In order to restore the balance of nature, Malcolm, the King's rightful heir must ascend the throne in Scotland. So the battle for the throne in Scotland is literally a battle between good and evil, the results are that evil is defeated and good is restored in the form of Malcolm, the good and rightful King of Scotland.
This story can be viewed as containing an inspirational message about the laws of nature, Providence, the Divine. The Powers that be worked in conjunction with good and honest people like Macduff and Malcolm, and the English King, to return to Scotland and overthrow the unlawful King Macbeth and reclaim the throne for Malcolm.
The story also has a moral in it, don't surrender your soul for material wealth and power, its not worth it.
Even though this play is labeled as a tragedy, the final message is one of hope. The play is entitled the "Tragedy of Macbeth" and, indeed, Macbeth is a tragic figure. He is seduced by both greed and power. However, that fact that good eventually overcomes evil is a hopeful message.
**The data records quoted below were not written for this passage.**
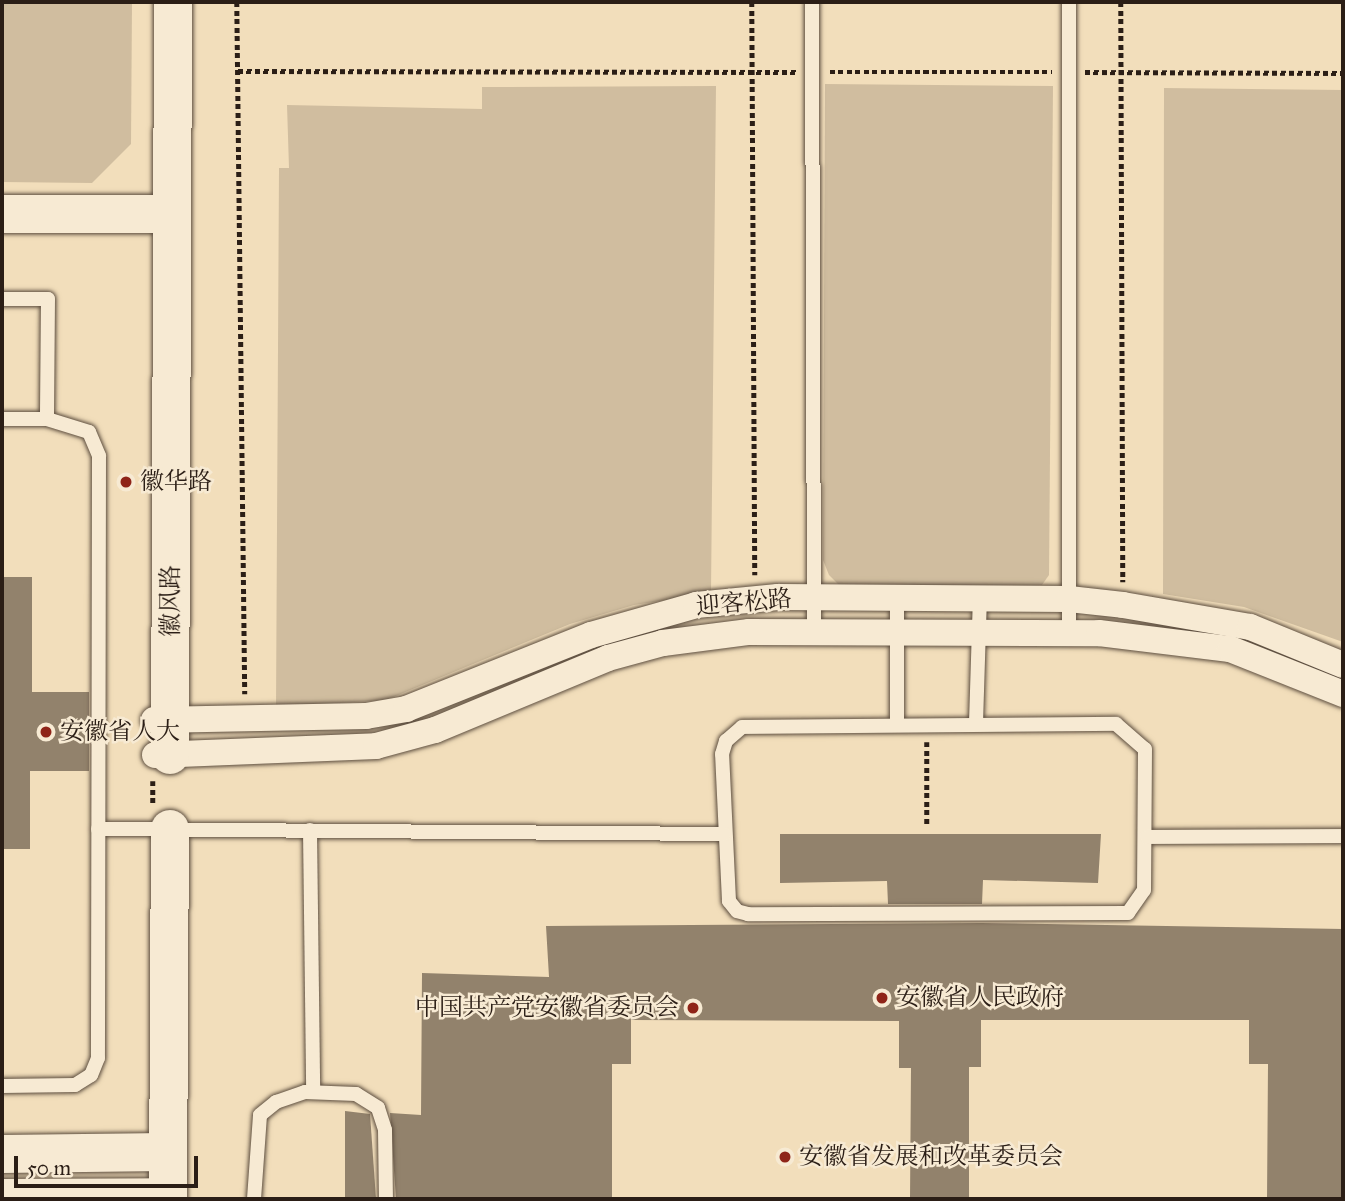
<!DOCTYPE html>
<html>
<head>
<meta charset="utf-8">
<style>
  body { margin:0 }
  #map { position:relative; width:1345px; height:1201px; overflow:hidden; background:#f2debb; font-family:"IM FELL Great Primer","Noto Serif SC",serif }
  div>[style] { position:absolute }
  .green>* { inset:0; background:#d0bd9f }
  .building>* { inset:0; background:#92826c }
  .path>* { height:4.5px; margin-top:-2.25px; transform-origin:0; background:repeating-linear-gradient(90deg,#2b1e16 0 5px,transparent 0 8.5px) }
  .roads { filter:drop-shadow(0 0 2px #5d4e3f) drop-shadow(0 0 2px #5d4e3f) }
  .lane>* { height:14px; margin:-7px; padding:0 7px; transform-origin:7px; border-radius:7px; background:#f7ead3 }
  .street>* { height:26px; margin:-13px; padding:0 13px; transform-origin:13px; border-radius:13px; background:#f7ead3 }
  .secondary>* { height:38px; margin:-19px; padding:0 19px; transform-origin:19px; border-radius:19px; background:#f7ead3 }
  .dots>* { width:19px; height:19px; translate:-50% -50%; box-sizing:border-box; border:4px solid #f7ead3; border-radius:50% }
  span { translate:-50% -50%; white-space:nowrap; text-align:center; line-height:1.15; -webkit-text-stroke:5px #f7ead3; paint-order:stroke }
  .poi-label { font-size:24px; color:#2b1e16 }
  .left { translate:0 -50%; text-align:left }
  .right { translate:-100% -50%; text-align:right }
  .street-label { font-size:24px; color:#2b1e16 }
  .frame { position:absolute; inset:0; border:4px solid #2b1e16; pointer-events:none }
  .scale { position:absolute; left:14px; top:1156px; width:184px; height:32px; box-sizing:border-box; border:4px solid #2b1e16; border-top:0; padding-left:9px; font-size:21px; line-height:24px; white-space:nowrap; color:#2b1e16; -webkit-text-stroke:5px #f7ead3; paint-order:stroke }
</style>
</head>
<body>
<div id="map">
  <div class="green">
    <i style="clip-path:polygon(2px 2px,132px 2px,131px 144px,92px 183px,2px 182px)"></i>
    <i style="clip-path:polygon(825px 84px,1053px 86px,1049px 575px,1042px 585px,840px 586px,829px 575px,823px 560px)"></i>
    <i style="clip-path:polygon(716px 86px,711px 593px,634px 605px,570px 624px,386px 700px,276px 707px,279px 168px,289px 168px,287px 105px,482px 109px,482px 87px)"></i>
    <i style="clip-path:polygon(1164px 88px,1343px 90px,1343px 642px,1244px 607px,1163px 594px)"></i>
  </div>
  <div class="building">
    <i style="clip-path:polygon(2px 577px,32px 577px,32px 692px,89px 692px,89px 771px,30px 771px,30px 849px,2px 849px)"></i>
    <i style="clip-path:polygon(780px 834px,1101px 834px,1098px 883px,983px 880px,982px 904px,888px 904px,887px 881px,780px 883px)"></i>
    <i style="clip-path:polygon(981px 923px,1343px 929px,1343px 1199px,1267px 1199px,1268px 1064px,1249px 1064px,1249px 1020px,981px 1020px,981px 1067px,969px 1067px,969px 1199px,910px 1199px,911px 1068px,899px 1068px,899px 1021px,631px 1020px,631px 1064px,612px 1064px,612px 1199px,396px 1199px,390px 1113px,421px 1115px,422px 973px,549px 977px,546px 926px)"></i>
    <i style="clip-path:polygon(345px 1111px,370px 1114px,376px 1199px,345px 1199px)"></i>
  </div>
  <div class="path">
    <i style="left:237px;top:2px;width:692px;rotate:89.34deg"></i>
    <i style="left:752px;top:2px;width:573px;rotate:89.7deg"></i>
    <i style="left:1121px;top:2px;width:580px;rotate:89.8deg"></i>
    <i style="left:238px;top:71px;width:558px;rotate:0.1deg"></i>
    <i style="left:830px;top:72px;width:222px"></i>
    <i style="left:1085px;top:72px;width:258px;rotate:0.2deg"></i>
    <i style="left:927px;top:742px;width:82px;rotate:90deg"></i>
    <i style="left:153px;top:781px;width:23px;rotate:90deg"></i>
  </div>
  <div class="roads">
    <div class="lane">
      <i style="left:812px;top:2px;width:631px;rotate:89.82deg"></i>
      <i style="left:1069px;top:2px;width:631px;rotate:90deg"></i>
      <i style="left:2px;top:299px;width:46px"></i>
      <i style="left:48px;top:299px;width:120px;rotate:90.5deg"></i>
      <i style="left:47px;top:419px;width:44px;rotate:17.2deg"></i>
      <i style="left:89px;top:432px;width:26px;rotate:67deg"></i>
      <i style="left:99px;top:456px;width:602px;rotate:90.1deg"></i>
      <i style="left:98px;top:1058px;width:18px;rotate:112deg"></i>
      <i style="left:91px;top:1075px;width:19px;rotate:148deg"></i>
      <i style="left:75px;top:1085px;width:73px;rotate:179.2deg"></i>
      <i style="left:2px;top:419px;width:45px"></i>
      <i style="left:976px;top:723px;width:125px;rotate:-88.2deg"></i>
      <i style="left:897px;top:724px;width:126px;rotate:-90deg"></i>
      <i style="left:1116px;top:724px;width:38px;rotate:41deg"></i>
      <i style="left:1145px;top:749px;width:141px;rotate:90.4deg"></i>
      <i style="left:1144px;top:890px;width:28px;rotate:125deg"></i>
      <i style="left:1128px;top:913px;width:380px;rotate:179.8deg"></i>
      <i style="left:748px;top:914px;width:11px;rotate:-165deg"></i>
      <i style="left:737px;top:911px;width:13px;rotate:-129deg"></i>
      <i style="left:729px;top:901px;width:147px;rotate:-92.7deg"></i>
      <i style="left:722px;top:754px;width:14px;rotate:-73deg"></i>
      <i style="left:726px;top:741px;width:21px;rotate:-41deg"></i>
      <i style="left:742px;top:727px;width:374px;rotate:-0.5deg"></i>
      <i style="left:98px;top:829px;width:626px;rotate:0.46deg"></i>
      <i style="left:310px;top:830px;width:262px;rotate:89.3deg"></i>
      <i style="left:1147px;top:837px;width:196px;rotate:-0.3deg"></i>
      <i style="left:254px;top:1199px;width:84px;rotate:-85.9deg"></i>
      <i style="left:260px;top:1115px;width:21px;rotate:-39deg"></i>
      <i style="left:276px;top:1102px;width:31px;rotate:-19deg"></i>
      <i style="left:305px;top:1092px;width:51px;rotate:2.2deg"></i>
      <i style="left:356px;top:1094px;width:26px;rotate:32deg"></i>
      <i style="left:378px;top:1108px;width:23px;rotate:72deg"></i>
      <i style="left:385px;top:1130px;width:69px;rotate:89.2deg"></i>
    </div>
    <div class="street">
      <i style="left:154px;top:720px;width:212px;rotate:-1.1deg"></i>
      <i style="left:366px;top:716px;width:41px;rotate:-9.9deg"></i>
      <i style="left:406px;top:709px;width:199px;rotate:-21.8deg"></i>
      <i style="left:591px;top:635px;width:109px;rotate:-15.9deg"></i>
      <i style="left:696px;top:605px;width:82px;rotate:-5.6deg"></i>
      <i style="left:778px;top:597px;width:291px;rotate:0.4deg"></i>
      <i style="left:1069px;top:599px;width:54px;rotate:6.3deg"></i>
      <i style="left:1123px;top:605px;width:129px;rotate:9.8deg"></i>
      <i style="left:1250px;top:627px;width:100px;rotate:22.2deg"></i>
      <i style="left:155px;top:755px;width:221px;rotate:-2.3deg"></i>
      <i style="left:376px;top:746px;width:61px;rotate:-15.2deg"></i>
      <i style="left:435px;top:730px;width:187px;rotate:-22.6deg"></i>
      <i style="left:608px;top:658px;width:57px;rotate:-15.3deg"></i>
      <i style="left:663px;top:643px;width:87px;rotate:-7.3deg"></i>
      <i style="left:749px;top:632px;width:350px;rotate:0.2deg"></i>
      <i style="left:1099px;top:633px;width:132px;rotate:7deg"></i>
      <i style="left:1230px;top:649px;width:122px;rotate:21.7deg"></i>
    </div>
    <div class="secondary">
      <i style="left:2px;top:214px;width:170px"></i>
      <i style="left:170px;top:755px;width:753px;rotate:-89.77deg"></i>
      <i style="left:2px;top:1154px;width:164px;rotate:-0.7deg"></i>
      <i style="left:2px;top:1198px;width:166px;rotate:-0.3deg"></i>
      <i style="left:168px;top:1199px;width:370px;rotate:-89.7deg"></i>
    </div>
  </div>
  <div class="dots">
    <i style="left:126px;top:482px;background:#8f2418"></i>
    <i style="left:46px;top:732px;background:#8f2418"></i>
    <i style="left:882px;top:998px;background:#8f2418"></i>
    <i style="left:693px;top:1008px;background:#8f2418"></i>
    <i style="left:785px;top:1157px;background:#8f2418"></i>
  </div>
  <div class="poi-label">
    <span class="left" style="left:140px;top:482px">徽华路</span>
    <span class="left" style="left:60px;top:732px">安徽省人大</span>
    <span class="left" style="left:896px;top:998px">安徽省人民政府</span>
    <span class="right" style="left:679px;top:1008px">中国共产党安徽省委员会</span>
    <span class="left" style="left:799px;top:1157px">安徽省发展和改革委员会</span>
  </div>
  <div class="street-label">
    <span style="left:171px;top:601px;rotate:-90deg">徽风路</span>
    <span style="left:744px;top:603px;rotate:-5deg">迎客松路</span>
  </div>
  <div class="frame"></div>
  <div class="scale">50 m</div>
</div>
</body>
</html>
At least, Shakespeare, the author, would see it that way. Macbeth was a usurper and a murderer of the rightful king. Eventually, he is killed and the rightful king, Malcolm, restored to the throne. This would ultimately lead to the descendants of Banquo, who included James I of England, to take the throne of Scotland and then unite both Scotland and England together as one country. Since James I was king when Shakespeare wrote the play, this was most likely Shakespeare's intent and he I think he accomplished it. Most people are not sad a Macbeth's demise at the end of the play, but see it as one of hope for the future.
Overall, the play is a tragedy, so it ends with the eternal suffering of the hero (Macbeth is a damned soul) who is removed from the world--he's dead--and with the restored order to the world--Malcolm, the rightful king, is in place. What's more, Malcolm is the world brought into balance, for he is not so fair that he cannot see foul, nor so foul that he cannot be fair--check his testing of Macduff's loyalty. But as for the message--I'm not so sure that hope is the issue. The ending is more about cleaning up the mess and calling people home--I think the message is more about safety--but a particular significant kind of safety--the saferty that comes with clear moral vision. The ending shows that a person cannot split his identity to suit a circumstance. Just as Macbeth is a killer, an executioner, in war, so is he in life; just as Lady Macbeth cannot "unsex" herself to care more for power than for family. Thus, the Macbeth that impales a severed head becomes himself severed head--foul is foul--so the message is for now at least, things foul and fair are as they seem.